━━━━━ Exercise inputs ━━━━━

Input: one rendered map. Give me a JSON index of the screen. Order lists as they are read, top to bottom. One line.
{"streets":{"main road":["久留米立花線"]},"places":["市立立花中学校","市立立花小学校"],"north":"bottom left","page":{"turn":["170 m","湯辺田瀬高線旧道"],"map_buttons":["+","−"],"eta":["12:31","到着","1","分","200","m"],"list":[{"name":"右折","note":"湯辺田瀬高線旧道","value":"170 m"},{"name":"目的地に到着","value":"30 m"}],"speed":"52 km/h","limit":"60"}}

━━━━━
━━━━━ Exercise inputs ━━━━━

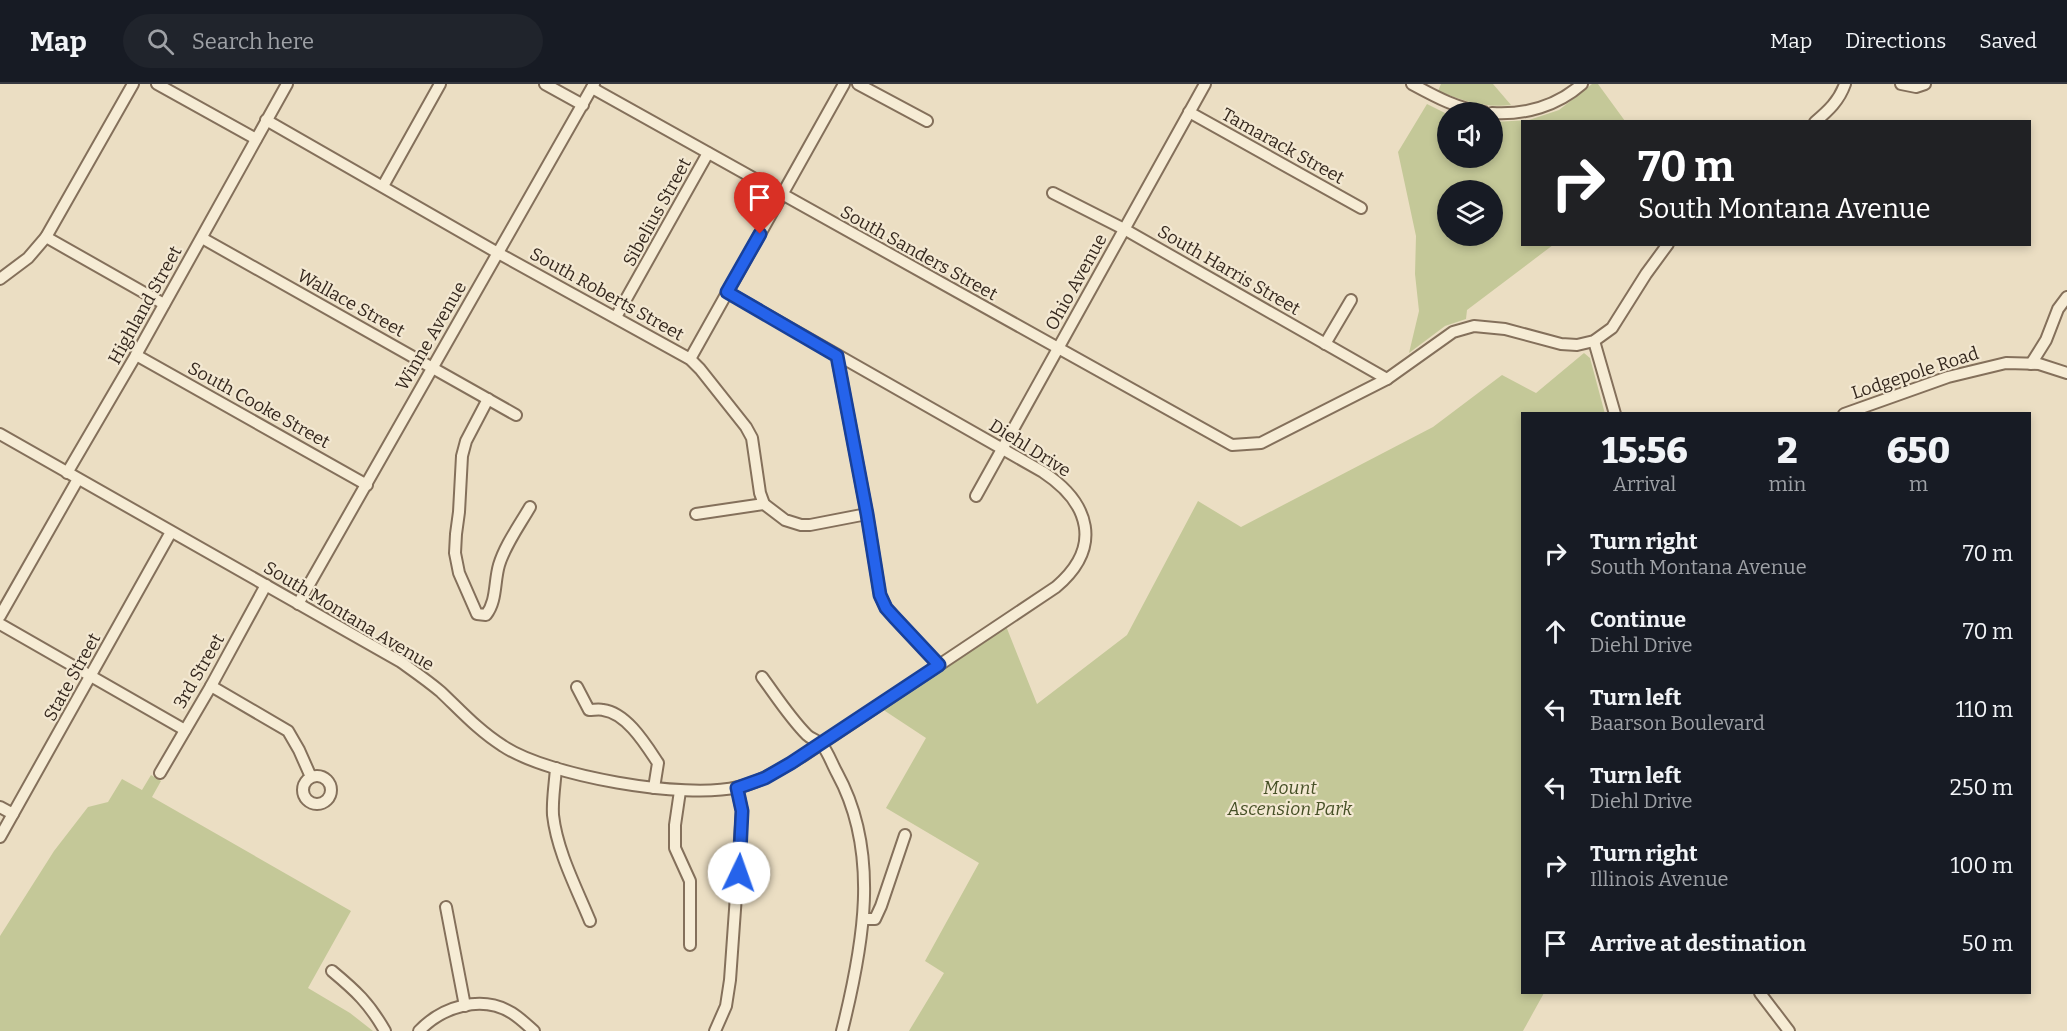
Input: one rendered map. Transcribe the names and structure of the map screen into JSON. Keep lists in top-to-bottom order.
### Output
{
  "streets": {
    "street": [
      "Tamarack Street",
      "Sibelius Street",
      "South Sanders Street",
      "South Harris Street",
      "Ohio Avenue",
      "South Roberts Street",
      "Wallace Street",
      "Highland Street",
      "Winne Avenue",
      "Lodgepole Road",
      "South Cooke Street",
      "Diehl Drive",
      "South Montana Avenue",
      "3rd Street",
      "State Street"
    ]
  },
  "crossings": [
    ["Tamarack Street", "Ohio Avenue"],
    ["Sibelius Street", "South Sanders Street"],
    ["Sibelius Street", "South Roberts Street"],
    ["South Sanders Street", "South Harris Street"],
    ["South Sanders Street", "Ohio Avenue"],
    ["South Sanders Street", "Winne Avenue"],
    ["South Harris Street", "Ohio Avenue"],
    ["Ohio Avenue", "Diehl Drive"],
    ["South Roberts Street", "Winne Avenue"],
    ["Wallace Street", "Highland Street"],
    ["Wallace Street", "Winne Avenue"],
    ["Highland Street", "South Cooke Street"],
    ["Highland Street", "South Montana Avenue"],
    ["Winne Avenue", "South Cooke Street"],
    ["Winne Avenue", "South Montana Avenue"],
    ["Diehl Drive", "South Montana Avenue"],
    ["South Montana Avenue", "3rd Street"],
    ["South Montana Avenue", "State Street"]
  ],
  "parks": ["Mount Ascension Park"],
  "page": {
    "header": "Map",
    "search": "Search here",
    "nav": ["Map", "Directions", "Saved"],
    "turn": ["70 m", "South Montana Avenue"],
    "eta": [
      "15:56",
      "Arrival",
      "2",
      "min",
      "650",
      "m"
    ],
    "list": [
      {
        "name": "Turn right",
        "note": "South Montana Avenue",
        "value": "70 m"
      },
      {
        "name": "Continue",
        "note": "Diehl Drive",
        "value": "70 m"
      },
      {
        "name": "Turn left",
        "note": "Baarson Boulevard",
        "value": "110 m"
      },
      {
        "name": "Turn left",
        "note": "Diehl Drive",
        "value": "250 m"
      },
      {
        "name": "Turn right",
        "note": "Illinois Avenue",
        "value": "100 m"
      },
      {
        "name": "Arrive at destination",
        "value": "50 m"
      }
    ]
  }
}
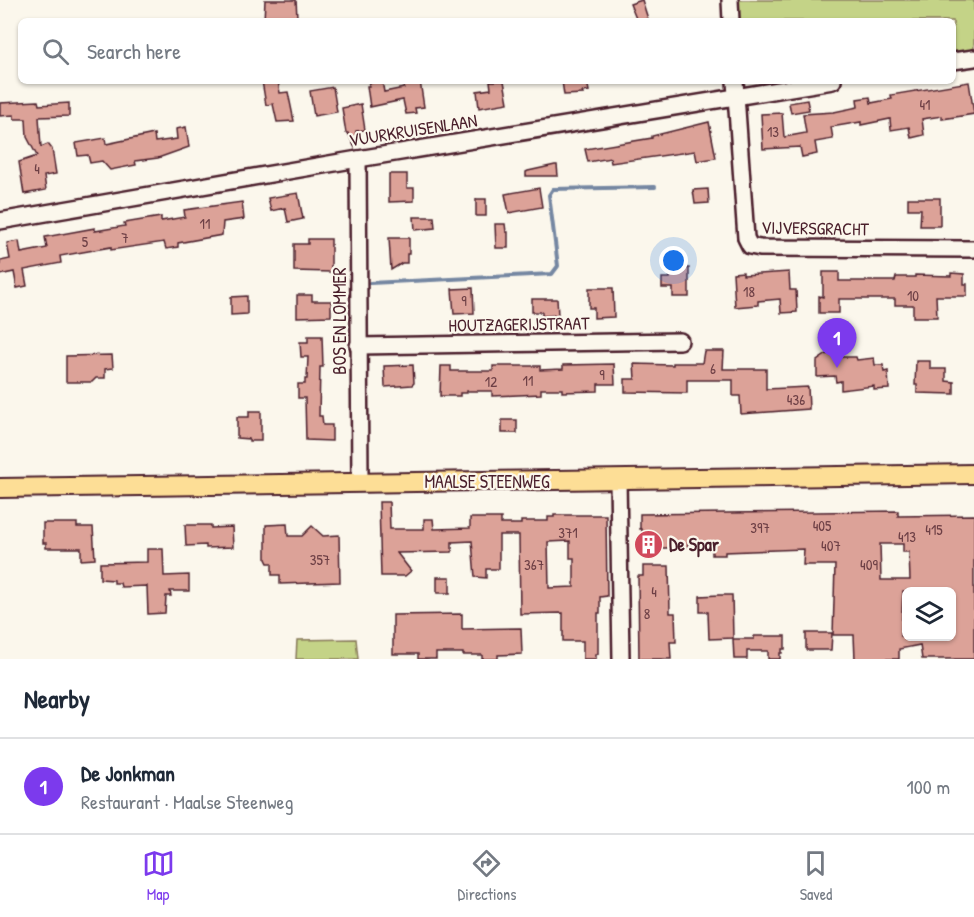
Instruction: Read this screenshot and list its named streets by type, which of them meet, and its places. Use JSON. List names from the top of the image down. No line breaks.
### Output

━━━━━

(Task prompt)
Reproduce each line of the records in which "names" appears.

(Answer space)
Input: one rendered map. Transcribe the names and structure of the map screen into JSON. Keep lists in top-to-bottom order.
Instruction: Read this screenshot and list its named streets by type, which of them meet, and its places. Use JSON. List names from the top of the image down. No line breaks.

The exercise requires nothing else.